__DATA__:
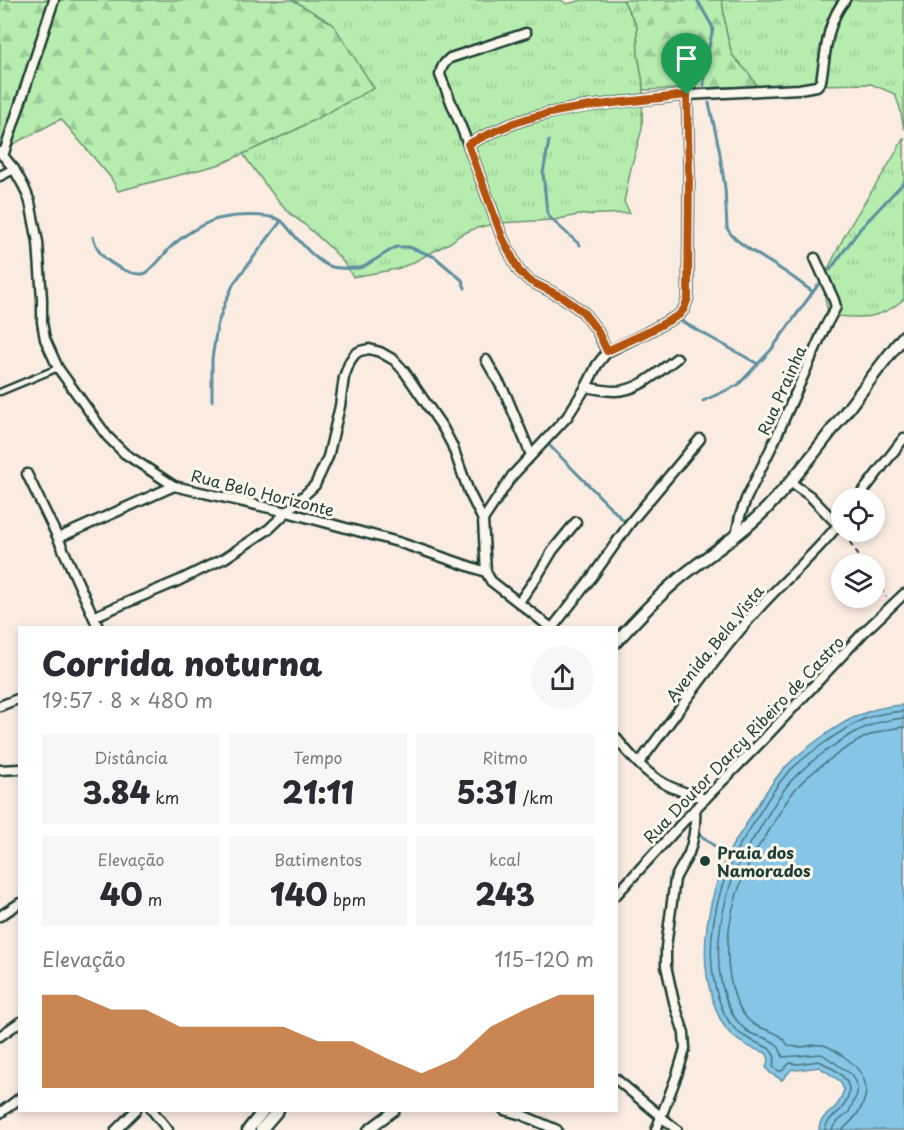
<!DOCTYPE html>
<html lang="pt">
<meta charset="utf-8">
<style>
body{margin:0;font-family:"Playpen Sans",sans-serif;background:#f7f7f7;color:#2b2b33;height:100vh;display:flex;flex-direction:column;font-size:22px;white-space:nowrap}
*{box-sizing:border-box;margin:0}
p{font-size:20px;color:#7c7c81}
.icon{flex:none;width:33px;height:33px;fill:none;stroke:currentColor;stroke-width:2;stroke-linecap:round;stroke-linejoin:round}
.map{position:relative;flex:1;overflow:hidden}
.drawer{position:absolute;left:18px;top:626px;width:600px;height:486px;display:flex;flex-direction:column;background:#fff;border-radius:0px;box-shadow:0 3px 9px #0003}
.drawer>*{flex:none}
.buttons{position:absolute;left:831px;top:488px;display:grid;gap:12px}
.buttons a{display:grid;place-items:center;width:54px;height:54px;border-radius:50%;background:#fff;box-shadow:0 3px 9px #0003;font-size:30px}
.pin{position:absolute;display:grid;place-items:center;width:51px;height:51px;color:#fff;margin:-62px -26px;border-radius:50% 50% 50% 0;rotate:-45deg;box-shadow:0 0 6px #0007}
.pin .icon{rotate:45deg}
.round{display:grid;place-items:center;flex:none;width:63px;height:63px;border-radius:32px;background:#f7f7f7}
.headline{display:flex;align-items:center;justify-content:space-between;height:102px;padding:0 24px}
h1{font-size:33px;font-weight:800;line-height:45px}
.stats{display:grid;grid-template-columns:repeat(3,1fr);gap:9px;height:102px;padding:6px 24px}
.stats div{display:grid;align-content:center;border-radius:0px;background:#f7f7f7;text-align:center}
.stats b{font-size:30px;font-weight:800}
.stats small{font-size:16px;font-weight:400}
.stats p{font-size:16px}
.chart{height:168px;padding:12px 24px}
.chart p{display:flex;justify-content:space-between}
.chart svg{width:100%;height:108px;margin-top:6px;fill:#b45309;opacity:.7}
.map>svg:first-child{display:block}
</style>
<div class="map">
<svg width="904" height="1130" viewBox="0 0 904 1130">
<defs>
<pattern id="grass-tufts" width="24" height="20" patternUnits="userSpaceOnUse" patternTransform="scale(1.5)"><rect width="24" height="20" fill="#b6edaf"/><path d="M3 7l-1-3M5 7V3M7 7l1-3M15 17l-1-3M17 17v-4M19 17l1-3" fill="none" stroke="#9ccc97"/></pattern>
<pattern id="forest-firs" width="22" height="20" patternUnits="userSpaceOnUse" patternTransform="scale(1.5)"><rect width="22" height="20" fill="#b6edaf"/><path d="M5 1l3.5 6h-7zM16 11l3.5 6h-7z" fill="#9ccc97"/></pattern>
</defs>
<rect width="100%" height="100%" fill="#fbece2"/>
<filter id="ink" filterUnits="userSpaceOnUse"><feTurbulence type="fractalNoise" baseFrequency=".0167" numOctaves="2"/><feDisplacementMap in="SourceGraphic" scale="12" xChannelSelector="R" yChannelSelector="G"/><feConvolveMatrix kernelMatrix="1 2 1 2 8 2 1 2 1" color-interpolation-filters="sRGB"/></filter>
<g filter="url(#ink)">
<!-- grass -->
<g fill="url(#grass-tufts)" stroke="#6a9572" stroke-width="1.5">
<path d="M293,0H561L567,4L583,0H623L637,26L638,55L643,82L642,129L631,168L624,202L630,213L578,215L554,220L498,223L476,228L460,235L451,242L412,263L397,269L353,277C342,256 322,240 305,225C299,220 292,216 287,210C270,193 257,173 243,154L295,130L374,88L305,8Z"/>
<path d="M722,0H904V129L900,108L895,94L871,84L757,86L750,75L732,55L726,31Z"/>
<path d="M904,137V299C879,321 860,318 829,315C825,302 823,292 825,279C827,270 832,261 836,253C854,212 884,178 904,137Z"/>
</g>
<!-- forest -->
<g fill="url(#forest-firs)" stroke="#6a9572" stroke-width="1.5">
<path d="M0,0H293L333,24L374,88L295,130L221,164L118,191L111,178L61,119L0,151Z"/>
<path d="M623,0H722L726,31L732,55L750,75L757,86L643,90V82L638,55L637,26Z"/>
</g>
<!-- water -->
<path fill="#86c5e6" stroke="#5d8f9f" stroke-width="1.5" d="M902,705L904,708V1130H819C819,1117 830,1114 837,1105C840,1101 842,1095 844,1090L840,1081L819,1067L797,1070L792,1069L782,1080L770,1073L766,1067L769,1059L766,1053C755,1049 744,1046 734,1037C722,1027 717,1013 712,998C697,949 709,893 731,848C736,839 743,830 748,821C758,804 768,787 781,772C796,754 840,722 862,714C875,708 888,706 902,705Z"/>
<g fill="none" stroke-linecap="round" stroke-linejoin="round">
<!-- shore -->
<g stroke="#48737b" stroke-width="1.5">
<path d="M825,1130C826,1119 836,1116 842,1108C860,1084 840,1071 819,1061L798,1064L790,1063L782,1071H779L773,1067L775,1057L770,1049C758,1042 745,1040 735,1029C726,1020 722,1009 718,997C703,949 715,896 736,851C741,842 748,833 753,824C763,807 773,789 786,775C802,757 842,729 864,719C877,714 890,712 904,711"/>
<path d="M832,1130L835,1124L849,1112L857,1094V1086L851,1074L822,1054L783,1057C781,1053 780,1048 777,1045C771,1038 760,1037 752,1034C734,1025 725,999 721,981C713,942 725,888 744,853C748,845 754,838 759,830C769,813 778,796 791,781C806,764 848,733 869,726C880,721 892,719 904,718"/>
<path d="M842,1130C870,1106 877,1079 843,1056C837,1052 830,1046 822,1045C814,1044 806,1047 798,1047C795,1047 792,1046 789,1046C786,1043 784,1039 780,1036C773,1030 763,1030 755,1025C746,1020 740,1010 736,1000C719,953 730,902 751,859C755,851 761,843 766,836C776,819 785,801 798,786C813,770 853,741 873,734C883,730 893,728 904,727"/>
</g>
<!-- stream -->
<g stroke="#5d8f9f" stroke-width="3">
<path d="M697,0L711,24L713,29L704,69V85"/>
<path d="M709,103L719,148L725,188L727,228C733,243 768,260 782,270C793,277 803,285 813,292"/>
<path d="M549,141L543,173L547,212L550,218L580,245"/>
<path d="M93,237C95,243 97,249 101,254C108,263 134,278 146,273C152,270 163,256 168,250C179,238 206,220 223,218C236,215 266,214 278,219C284,221 289,230 294,235C303,245 319,264 332,267C340,269 351,268 359,268L363,267L396,247H409L435,257L462,280L465,288"/>
<path d="M830,270L860,229L904,182"/>
<path d="M681,321L758,364"/>
<path d="M212,401V359L217,326L225,303L234,283L281,221"/>
<path d="M703,401L738,385L771,350L818,285"/>
<path d="M550,446L624,521"/>
<path d="M699,834L726,855"/>
</g>
<!-- service casing -->
<g stroke="#1f3d34" stroke-width="9">
<path id="service" d="M0,392L58,368"/>
</g>
<!-- minor casing -->
<g stroke="#1f3d34" stroke-width="13">
<g id="minor">
<path d="M468,144C491,133 513,122 537,116C586,104 637,101 687,95"/>
<path d="M0,152L14,169L24,187L30,202L38,242L42,299V322L45,339L58,368L107,436L124,453L174,486"/>
<path d="M3,156L54,0"/>
<path d="M0,176L14,169"/>
<path d="M607,352L646,333L679,315L684,309L688,298L689,171L687,95L799,89L817,86L821,81C826,53 826,23 845,0"/>
<path d="M486,360L506,395L531,455"/>
<path d="M586,387C596,389 605,391 615,391C639,391 658,372 677,358"/>
<path d="M27,474L58,538L98,627"/>
<path d="M790,482L810,496L838,525"/>
<path d="M858,498L904,438"/>
<path d="M483,520L512,476L567,417L586,387L597,365L607,352L597,330L583,312L564,298L530,281L519,271L502,237L468,144L440,75C441,67 444,63 450,58L526,33"/>
<path d="M736,536L740,516L746,499L773,444L824,329L836,307L834,300L815,258"/>
<path d="M58,538L174,486L287,512L398,542L486,572"/>
<path d="M519,602L538,575L553,550L576,522"/>
<path d="M95,616L178,581L225,558L269,529L315,485L328,457L340,406L344,377L350,361L355,354L360,351L369,349L380,352L394,360L404,371L443,428L452,445L469,492L483,520L486,572L491,581L550,627"/>
<path d="M553,627L592,577L630,523L700,439"/>
<path d="M0,706L20,698"/>
<path d="M616,738C630,755 646,774 665,784C677,791 692,794 705,799"/>
<path d="M639,763C679,711 716,656 760,607C787,577 817,553 842,520"/>
<path d="M0,770L20,769"/>
<path d="M616,895L695,809L762,741L864,632L904,594"/>
<path d="M0,916L20,903"/>
<path d="M0,1036L20,1022"/>
<path d="M616,1079L677,1130"/>
<path d="M152,1110L168,1130"/>
<path d="M504,1110L522,1115L557,1130"/>
<path d="M0,1113L20,1098"/>
<path d="M116,1130L136,1110"/>
<path d="M368,1130L395,1110"/>
<path d="M656,1130L677,1075L685,1049L684,1033L674,1002L666,966V947L675,879C679,870 685,862 689,853C694,839 696,824 695,809"/>
</g>
</g>
<!-- tertiary casing -->
<g stroke="#1f3d34" stroke-width="15">
<g id="tertiary">
<path d="M616,642C635,621 653,601 674,583C704,557 739,537 767,508C817,455 858,393 904,336"/>
<path d="M248,1130L264,1110"/>
<path d="M261,1130L278,1110"/>
</g>
</g>
<!-- path -->
<g stroke="#1f3d34" stroke-width="2" stroke-dasharray="6 4.5" stroke-linecap="butt">
<path d="M844,533L864,564"/>
<path d="M874,579L886,597"/>
</g>
<!-- service -->
<use href="#service" stroke="#fbf7ec" stroke-width="4.5"/>
<!-- minor -->
<use href="#minor" stroke="#fbf7ec" stroke-width="8"/>
<!-- tertiary -->
<use href="#tertiary" stroke="#fbf7ec" stroke-width="10"/>
</g>
</g>
<g fill="none" stroke-linecap="round" stroke-linejoin="round" filter="url(#ink)">
<!-- route casing -->
<g stroke="#fff" stroke-width="12">
<path id="route" d="M687,95L689,171L688,298L684,309L679,315L646,333L607,351L597,330L583,312L564,298L530,281L519,271L502,237L468,144C491,133 513,122 537,116C586,104 637,101 687,95Z"/>
</g>
<!-- route -->
<use href="#route" stroke="#b45309" stroke-width="8"/>
</g>
<!-- markers -->
<circle fill="#1f3d34" stroke="#fbf7ec" stroke-width="2" cx="705" cy="861" r="6"/>
<g text-anchor="middle" dominant-baseline="central" stroke-width="6" stroke-linejoin="round" paint-order="stroke">
<!-- street labels -->
<g font-size="16" fill="#1f3d34" stroke="#fbf7ec">
<text transform="translate(781 390) rotate(-66)">Rua Prainha</text>
<text transform="translate(263 492) rotate(14)">Rua Belo Horizonte</text>
<text transform="translate(714 643) rotate(-51)">Avenida Bela Vista</text>
<text transform="translate(743 739) rotate(-46)">Rua Doutor Darcy Ribeiro de Castro</text>
</g>
<!-- poi labels -->
<g font-size="16" font-weight="bold" fill="#1f3d34" stroke="#fbf7ec" text-anchor="start">
<text x="717" y="852">Praia dos<tspan x="717" dy="18">Namorados</tspan></text>
</g>
</g>
</svg>
<div class="buttons">
<a><svg class="icon" aria-label="locate" viewBox="0 0 24 24"><circle cx="12" cy="12" r="6"/><path d="M12 2v4M12 18v4M2 12h4M18 12h4"/></svg></a>
<a><svg class="icon" aria-label="layers" viewBox="0 0 24 24"><path d="M12 4l9 5-9 5-9-5zM3 14l9 5 9-5"/></svg></a>
</div>
<div class="pin" style="left:687px;top:95px;background:#1e9e55"><svg class="icon" aria-label="arrive" viewBox="0 0 24 24"><path d="M6 21V4h12l-3 4 3 4H6"/></svg></div>
<section class="drawer">
<div class="headline"><div><h1>Corrida noturna</h1><p>19:57 · 8 × 480 m</p></div><a class="round"><svg class="icon" aria-label="share" viewBox="0 0 24 24"><path d="M12 15V3M7 8l5-5 5 5M5 13v7h14v-7"/></svg></a></div>
<div class="stats">
<div><p>Distância</p><b>3.84<small> km</small></b></div>
<div><p>Tempo</p><b>21:11</b></div>
<div><p>Ritmo</p><b>5:31<small> /km</small></b></div>
</div>
<div class="stats">
<div><p>Elevação</p><b>40<small> m</small></b></div>
<div><p>Batimentos</p><b>140<small> bpm</small></b></div>
<div><p>kcal</p><b>243</b></div>
</div>
<div class="chart"><p><span>Elevação</span>115–120 m</p>
<svg viewBox="0 0 160 44" preserveAspectRatio="none"><path d="M0 44V6L10 6L20 12L30 12L40 19L50 19L60 19L70 19L80 25L90 25L100 32L110 38L120 32L130 19L140 12L150 6L160 6V44z"/></svg>
</div>
</section>
</div>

__TASK STATEMENT__: Determine the number of lines in the records that contain the word "direction", and provide that number alone.

__RESPONSE TO THE EXERCISE__: 2